■ INPUT FOR THIS TASK:
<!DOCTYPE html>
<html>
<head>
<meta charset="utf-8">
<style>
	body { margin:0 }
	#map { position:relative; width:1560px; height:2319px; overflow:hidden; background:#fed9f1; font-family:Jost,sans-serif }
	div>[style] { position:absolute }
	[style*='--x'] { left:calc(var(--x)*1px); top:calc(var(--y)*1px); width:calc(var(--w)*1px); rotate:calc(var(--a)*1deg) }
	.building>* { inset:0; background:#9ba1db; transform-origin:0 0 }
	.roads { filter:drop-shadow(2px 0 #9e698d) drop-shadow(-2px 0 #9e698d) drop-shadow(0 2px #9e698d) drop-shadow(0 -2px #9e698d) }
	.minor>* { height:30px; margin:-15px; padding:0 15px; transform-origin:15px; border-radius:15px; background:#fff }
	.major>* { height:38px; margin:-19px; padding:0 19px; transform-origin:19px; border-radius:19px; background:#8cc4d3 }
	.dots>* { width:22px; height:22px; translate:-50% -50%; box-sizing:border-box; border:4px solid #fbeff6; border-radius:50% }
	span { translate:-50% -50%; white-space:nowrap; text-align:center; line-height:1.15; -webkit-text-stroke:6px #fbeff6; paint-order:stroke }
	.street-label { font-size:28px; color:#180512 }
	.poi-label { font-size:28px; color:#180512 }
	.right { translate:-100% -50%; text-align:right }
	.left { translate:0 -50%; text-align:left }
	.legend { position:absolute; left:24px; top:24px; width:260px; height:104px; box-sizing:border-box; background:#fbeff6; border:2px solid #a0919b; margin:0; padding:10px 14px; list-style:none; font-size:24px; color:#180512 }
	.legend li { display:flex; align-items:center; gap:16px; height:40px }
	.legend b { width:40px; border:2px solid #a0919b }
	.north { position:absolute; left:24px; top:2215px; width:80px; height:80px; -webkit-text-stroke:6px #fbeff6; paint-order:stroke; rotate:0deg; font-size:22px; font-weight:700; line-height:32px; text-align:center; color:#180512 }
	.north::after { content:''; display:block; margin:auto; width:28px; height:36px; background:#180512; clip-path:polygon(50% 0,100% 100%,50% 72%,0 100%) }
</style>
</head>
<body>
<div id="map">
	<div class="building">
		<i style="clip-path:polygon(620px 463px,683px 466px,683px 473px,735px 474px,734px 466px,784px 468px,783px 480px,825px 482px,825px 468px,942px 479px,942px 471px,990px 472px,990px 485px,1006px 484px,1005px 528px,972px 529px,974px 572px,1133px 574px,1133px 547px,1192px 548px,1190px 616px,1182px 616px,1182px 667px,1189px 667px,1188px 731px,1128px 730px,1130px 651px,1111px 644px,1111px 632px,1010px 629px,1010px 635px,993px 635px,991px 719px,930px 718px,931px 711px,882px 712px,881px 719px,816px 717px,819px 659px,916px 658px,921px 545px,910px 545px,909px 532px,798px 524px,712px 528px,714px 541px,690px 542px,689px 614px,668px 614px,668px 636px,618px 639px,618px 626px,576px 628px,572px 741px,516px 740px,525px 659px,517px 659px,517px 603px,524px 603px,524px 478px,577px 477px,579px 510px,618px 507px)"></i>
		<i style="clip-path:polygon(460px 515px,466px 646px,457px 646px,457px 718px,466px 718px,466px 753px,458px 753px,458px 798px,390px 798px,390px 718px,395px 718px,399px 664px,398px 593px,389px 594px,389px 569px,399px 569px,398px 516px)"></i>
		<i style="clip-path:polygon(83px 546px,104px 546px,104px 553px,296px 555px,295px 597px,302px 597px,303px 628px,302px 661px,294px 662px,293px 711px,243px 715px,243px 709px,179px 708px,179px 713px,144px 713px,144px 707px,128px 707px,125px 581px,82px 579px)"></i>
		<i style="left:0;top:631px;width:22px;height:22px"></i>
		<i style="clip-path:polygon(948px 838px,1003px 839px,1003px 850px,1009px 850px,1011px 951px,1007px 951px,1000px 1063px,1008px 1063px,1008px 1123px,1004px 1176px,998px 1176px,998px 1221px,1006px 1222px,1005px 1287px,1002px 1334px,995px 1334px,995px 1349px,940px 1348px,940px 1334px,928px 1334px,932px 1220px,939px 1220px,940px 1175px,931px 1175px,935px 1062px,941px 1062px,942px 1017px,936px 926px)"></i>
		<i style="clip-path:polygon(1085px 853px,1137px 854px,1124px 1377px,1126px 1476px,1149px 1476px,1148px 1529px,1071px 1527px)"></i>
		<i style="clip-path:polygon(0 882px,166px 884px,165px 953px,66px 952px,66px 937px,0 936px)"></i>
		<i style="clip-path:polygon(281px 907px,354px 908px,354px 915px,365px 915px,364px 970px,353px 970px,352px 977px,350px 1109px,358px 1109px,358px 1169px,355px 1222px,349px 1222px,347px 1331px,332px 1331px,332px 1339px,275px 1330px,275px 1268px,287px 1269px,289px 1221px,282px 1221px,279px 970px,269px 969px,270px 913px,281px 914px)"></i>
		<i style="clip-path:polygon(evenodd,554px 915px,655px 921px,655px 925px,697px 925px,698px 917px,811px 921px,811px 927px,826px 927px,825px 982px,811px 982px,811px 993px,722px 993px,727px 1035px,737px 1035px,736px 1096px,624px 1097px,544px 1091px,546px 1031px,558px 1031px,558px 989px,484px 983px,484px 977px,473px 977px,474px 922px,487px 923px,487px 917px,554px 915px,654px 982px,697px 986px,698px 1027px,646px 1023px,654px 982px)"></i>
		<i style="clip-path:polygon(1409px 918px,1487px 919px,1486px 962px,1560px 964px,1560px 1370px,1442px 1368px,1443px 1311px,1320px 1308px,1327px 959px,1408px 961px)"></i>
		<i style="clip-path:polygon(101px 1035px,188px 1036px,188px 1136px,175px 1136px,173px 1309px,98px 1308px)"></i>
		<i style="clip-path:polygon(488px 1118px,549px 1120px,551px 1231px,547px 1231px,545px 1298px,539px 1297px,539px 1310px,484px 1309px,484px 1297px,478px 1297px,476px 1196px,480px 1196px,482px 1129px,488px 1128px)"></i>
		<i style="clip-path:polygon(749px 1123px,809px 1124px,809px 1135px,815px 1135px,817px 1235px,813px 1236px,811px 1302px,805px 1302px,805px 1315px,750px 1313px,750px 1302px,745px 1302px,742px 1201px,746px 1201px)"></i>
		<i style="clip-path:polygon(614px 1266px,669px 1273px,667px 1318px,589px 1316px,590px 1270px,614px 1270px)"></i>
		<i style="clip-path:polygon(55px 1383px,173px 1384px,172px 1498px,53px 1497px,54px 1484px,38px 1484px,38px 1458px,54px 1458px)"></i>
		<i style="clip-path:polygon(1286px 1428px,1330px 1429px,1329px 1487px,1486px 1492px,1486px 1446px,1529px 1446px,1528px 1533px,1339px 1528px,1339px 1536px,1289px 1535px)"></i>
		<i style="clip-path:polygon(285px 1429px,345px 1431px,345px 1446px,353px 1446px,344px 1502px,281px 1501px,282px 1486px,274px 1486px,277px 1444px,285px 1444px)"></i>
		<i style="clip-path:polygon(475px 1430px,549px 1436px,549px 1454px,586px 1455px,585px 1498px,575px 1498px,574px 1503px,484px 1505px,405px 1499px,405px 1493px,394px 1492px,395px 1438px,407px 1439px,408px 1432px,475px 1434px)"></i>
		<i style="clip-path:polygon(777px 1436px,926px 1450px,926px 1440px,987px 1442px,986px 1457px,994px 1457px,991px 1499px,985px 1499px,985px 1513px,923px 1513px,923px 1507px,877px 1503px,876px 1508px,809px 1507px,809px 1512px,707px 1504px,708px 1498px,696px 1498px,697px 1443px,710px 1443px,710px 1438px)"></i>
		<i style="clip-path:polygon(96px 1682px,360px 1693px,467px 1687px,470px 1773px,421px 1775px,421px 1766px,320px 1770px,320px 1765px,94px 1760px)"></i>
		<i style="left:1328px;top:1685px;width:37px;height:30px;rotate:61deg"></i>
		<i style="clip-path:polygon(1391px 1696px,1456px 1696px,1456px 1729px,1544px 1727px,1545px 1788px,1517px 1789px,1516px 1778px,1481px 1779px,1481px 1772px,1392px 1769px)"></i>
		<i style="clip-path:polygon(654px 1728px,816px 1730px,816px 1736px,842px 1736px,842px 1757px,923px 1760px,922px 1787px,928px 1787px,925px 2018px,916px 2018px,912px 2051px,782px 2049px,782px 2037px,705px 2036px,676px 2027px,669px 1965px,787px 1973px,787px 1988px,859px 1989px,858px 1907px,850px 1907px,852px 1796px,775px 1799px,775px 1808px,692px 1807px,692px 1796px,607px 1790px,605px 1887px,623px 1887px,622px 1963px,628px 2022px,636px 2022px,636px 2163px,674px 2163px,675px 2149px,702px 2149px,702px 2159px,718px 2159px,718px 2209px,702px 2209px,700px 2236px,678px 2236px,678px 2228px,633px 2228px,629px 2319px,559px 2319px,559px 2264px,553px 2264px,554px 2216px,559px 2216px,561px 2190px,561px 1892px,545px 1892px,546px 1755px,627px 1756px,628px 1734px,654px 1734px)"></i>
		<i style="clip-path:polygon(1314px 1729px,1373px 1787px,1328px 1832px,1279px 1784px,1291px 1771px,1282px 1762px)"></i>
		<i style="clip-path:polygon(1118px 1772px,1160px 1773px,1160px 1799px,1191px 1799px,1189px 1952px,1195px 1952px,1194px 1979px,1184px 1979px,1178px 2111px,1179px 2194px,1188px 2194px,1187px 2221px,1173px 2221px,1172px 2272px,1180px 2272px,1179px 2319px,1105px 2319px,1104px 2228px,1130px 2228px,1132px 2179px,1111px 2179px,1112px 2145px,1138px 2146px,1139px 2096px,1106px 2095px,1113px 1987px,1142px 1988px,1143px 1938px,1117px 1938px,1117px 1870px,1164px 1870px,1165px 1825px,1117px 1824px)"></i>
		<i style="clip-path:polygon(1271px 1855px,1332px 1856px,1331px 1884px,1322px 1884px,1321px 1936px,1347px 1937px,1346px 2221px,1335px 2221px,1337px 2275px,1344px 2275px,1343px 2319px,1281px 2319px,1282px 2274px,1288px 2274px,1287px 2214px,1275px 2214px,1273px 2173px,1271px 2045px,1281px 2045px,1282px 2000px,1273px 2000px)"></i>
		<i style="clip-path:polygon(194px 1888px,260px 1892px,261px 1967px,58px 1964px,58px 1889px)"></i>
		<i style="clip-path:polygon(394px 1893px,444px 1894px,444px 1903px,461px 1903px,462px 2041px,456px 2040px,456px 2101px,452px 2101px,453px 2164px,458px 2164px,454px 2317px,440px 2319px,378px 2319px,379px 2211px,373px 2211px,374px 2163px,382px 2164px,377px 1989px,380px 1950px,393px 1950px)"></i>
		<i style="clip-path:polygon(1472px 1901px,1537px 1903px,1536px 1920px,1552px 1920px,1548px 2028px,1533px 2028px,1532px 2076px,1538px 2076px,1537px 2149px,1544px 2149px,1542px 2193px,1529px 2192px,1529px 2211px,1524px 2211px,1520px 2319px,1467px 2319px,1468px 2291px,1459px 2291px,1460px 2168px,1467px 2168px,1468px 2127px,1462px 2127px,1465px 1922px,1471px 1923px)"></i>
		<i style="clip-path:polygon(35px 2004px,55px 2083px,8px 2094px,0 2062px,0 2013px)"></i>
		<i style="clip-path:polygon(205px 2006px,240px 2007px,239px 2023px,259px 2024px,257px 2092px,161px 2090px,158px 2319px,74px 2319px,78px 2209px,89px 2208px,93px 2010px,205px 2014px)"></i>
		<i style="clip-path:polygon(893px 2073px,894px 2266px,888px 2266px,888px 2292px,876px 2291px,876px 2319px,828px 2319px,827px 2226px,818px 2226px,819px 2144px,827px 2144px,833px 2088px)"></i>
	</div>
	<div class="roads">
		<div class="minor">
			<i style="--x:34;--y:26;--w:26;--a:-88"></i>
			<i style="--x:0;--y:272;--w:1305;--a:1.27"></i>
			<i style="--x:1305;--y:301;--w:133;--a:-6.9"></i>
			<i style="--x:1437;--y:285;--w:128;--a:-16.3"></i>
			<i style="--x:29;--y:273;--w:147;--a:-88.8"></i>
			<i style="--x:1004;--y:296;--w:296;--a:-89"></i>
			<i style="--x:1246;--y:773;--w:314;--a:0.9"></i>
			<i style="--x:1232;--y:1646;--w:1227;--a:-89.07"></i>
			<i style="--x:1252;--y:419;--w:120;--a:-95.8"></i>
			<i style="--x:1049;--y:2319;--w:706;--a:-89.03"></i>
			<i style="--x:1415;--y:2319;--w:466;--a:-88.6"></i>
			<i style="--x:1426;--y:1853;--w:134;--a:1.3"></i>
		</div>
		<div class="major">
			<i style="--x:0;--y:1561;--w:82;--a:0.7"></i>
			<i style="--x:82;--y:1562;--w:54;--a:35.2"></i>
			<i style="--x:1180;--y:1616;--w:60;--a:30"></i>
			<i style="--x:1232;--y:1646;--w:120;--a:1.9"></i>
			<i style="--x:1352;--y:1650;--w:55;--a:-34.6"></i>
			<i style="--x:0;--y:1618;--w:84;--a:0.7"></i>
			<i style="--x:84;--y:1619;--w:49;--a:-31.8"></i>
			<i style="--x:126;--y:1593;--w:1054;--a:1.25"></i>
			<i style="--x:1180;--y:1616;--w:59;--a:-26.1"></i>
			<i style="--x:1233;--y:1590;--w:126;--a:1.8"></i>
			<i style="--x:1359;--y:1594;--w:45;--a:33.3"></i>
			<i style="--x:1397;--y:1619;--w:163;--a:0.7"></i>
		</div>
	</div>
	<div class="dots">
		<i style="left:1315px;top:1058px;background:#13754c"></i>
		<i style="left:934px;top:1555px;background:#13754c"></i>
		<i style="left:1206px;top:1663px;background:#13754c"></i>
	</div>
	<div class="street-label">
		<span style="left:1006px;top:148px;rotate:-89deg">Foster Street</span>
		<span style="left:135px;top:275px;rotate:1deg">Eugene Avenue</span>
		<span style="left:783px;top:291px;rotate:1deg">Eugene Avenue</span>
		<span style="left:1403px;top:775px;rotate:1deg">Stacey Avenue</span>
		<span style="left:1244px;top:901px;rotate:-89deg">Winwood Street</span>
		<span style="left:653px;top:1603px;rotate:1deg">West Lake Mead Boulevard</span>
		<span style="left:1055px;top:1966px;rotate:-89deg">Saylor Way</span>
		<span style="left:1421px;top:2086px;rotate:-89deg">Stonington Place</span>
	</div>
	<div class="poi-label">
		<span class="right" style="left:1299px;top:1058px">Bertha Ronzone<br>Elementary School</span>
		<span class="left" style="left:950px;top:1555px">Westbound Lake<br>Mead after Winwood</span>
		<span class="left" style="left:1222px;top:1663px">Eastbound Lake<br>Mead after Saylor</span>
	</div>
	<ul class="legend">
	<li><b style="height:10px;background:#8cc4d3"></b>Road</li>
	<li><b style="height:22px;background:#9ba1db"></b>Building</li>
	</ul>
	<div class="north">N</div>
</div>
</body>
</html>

■ WHAT NEEDS TO BE DONE: Write out, exactly and with nothing else, the lines of the listing above from its first line through the line with "translate:-100% -50%; text-align:right".

■ REPLY TO THE TASK:
<!DOCTYPE html>
<html>
<head>
<meta charset="utf-8">
<style>
	body { margin:0 }
	#map { position:relative; width:1560px; height:2319px; overflow:hidden; background:#fed9f1; font-family:Jost,sans-serif }
	div>[style] { position:absolute }
	[style*='--x'] { left:calc(var(--x)*1px); top:calc(var(--y)*1px); width:calc(var(--w)*1px); rotate:calc(var(--a)*1deg) }
	.building>* { inset:0; background:#9ba1db; transform-origin:0 0 }
	.roads { filter:drop-shadow(2px 0 #9e698d) drop-shadow(-2px 0 #9e698d) drop-shadow(0 2px #9e698d) drop-shadow(0 -2px #9e698d) }
	.minor>* { height:30px; margin:-15px; padding:0 15px; transform-origin:15px; border-radius:15px; background:#fff }
	.major>* { height:38px; margin:-19px; padding:0 19px; transform-origin:19px; border-radius:19px; background:#8cc4d3 }
	.dots>* { width:22px; height:22px; translate:-50% -50%; box-sizing:border-box; border:4px solid #fbeff6; border-radius:50% }
	span { translate:-50% -50%; white-space:nowrap; text-align:center; line-height:1.15; -webkit-text-stroke:6px #fbeff6; paint-order:stroke }
	.street-label { font-size:28px; color:#180512 }
	.poi-label { font-size:28px; color:#180512 }
	.right { translate:-100% -50%; text-align:right }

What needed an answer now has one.